Ketua LSM LIPPAN DPK Bungo Kecam Dugaan Penghalangan Tugas Jurnalistik, Minta Polisi Usut Tuntas
BUNGO (JAMBI), DIMENSITIVINEWS.COM
Ketua LSM LIPPAN DPK Bungo mengecam dugaan intimidasi dan penghalangan terhadap tugas jurnalistik yang dialami seorang wartawan saat meliput aktivitas Penambangan Emas Tanpa Izin (PETI) di Dusun Batu Kerbau, Kecamatan Pelepat, Kabupaten Bungo, Jambi, Kamis (23/7/2026).
Berdasarkan informasi yang dihimpun, wartawan berinisial RS dari media STP bersama sejumlah jurnalis lainnya tengah melakukan dokumentasi aktivitas PETI di lokasi tersebut. Saat menjalankan tugas peliputan, seorang pria yang belum diketahui identitasnya diduga mendatangi rombongan wartawan dan mengambil secara paksa telepon seluler milik RS.
RS juga mengaku mendapat intimidasi dan diminta menghapus rekaman video yang telah diambil.
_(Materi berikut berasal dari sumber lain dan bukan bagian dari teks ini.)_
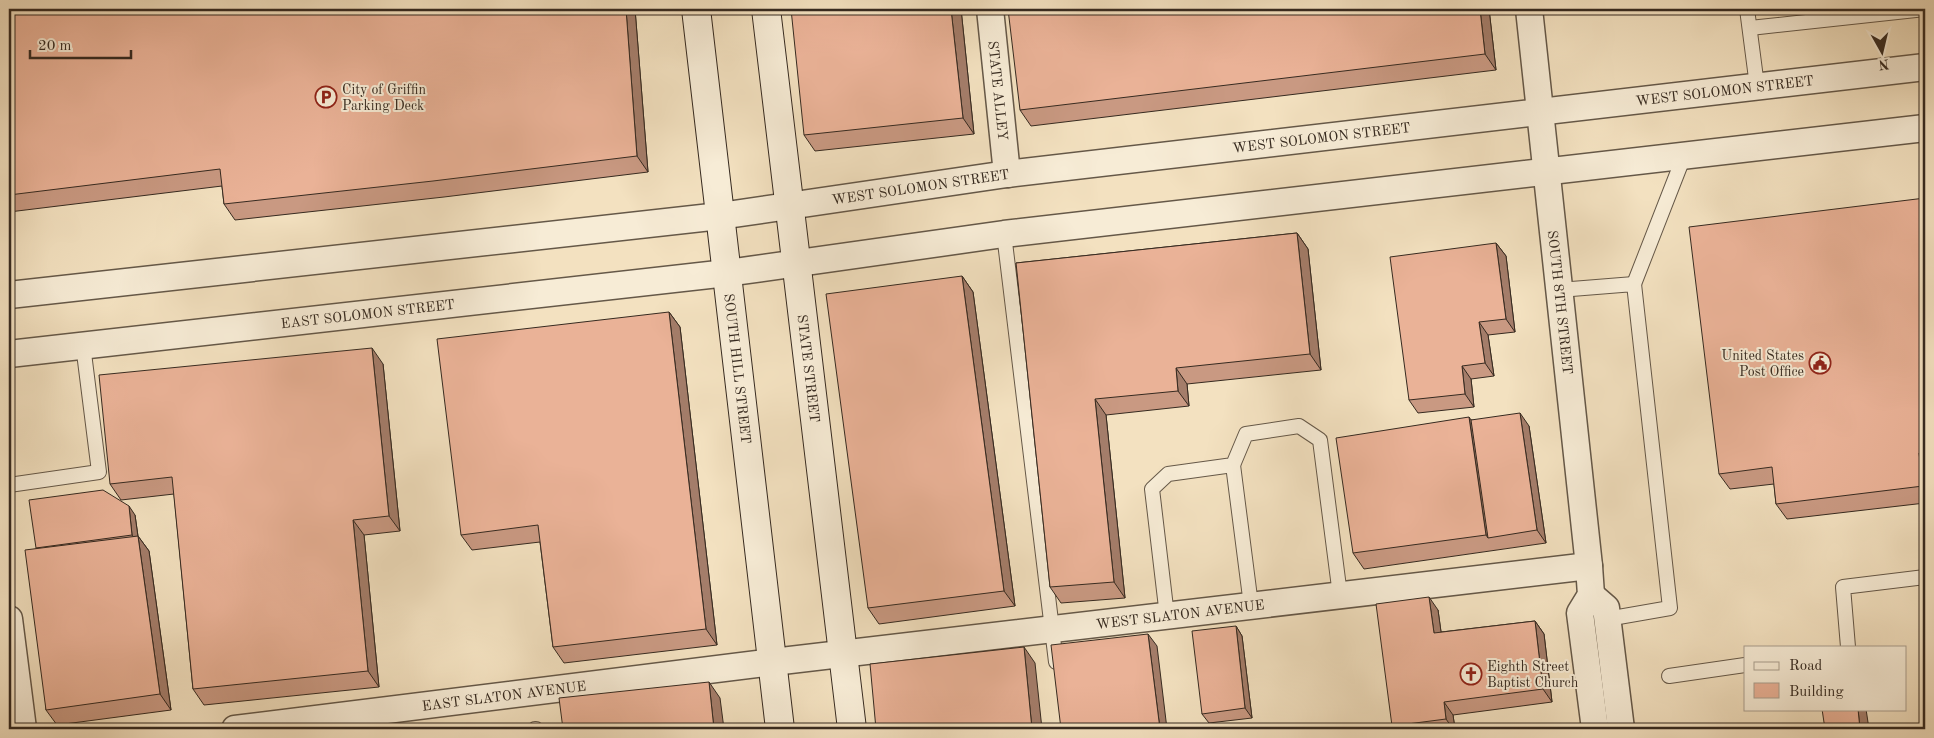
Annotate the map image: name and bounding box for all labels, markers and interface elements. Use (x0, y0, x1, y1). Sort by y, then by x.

Jika menolak, kendaraan yang digunakan wartawan tersebut disebut akan ditahan di lokasi.
Menanggapi kejadian itu, Ketua LSM LIPPAN DPK Bungo meminta aparat kepolisian segera melakukan penyelidikan secara profesional dan menindak tegas pihak yang terbukti melakukan intimidasi maupun penghalangan terhadap kerja jurnalistik.
“Kami mengecam keras segala bentuk intimidasi dan dugaan penghalangan terhadap wartawan yang sedang menjalankan tugas jurnalistik. Aparat kepolisian harus segera mengusut tuntas kasus ini agar tidak menjadi preseden buruk bagi kebebasan pers di Kabupaten Bungo. Setiap tindakan yang menghalangi kerja jurnalistik harus diproses sesuai hukum yang berlaku,” tegasnya.
Kecaman serupa disampaikan wartawan senior Bungo, Ari Jabeh. Ia menilai tindakan intimidasi terhadap jurnalis tidak dapat dibenarkan karena kerja pers memiliki peran penting dalam memenuhi hak masyarakat untuk memperoleh informasi.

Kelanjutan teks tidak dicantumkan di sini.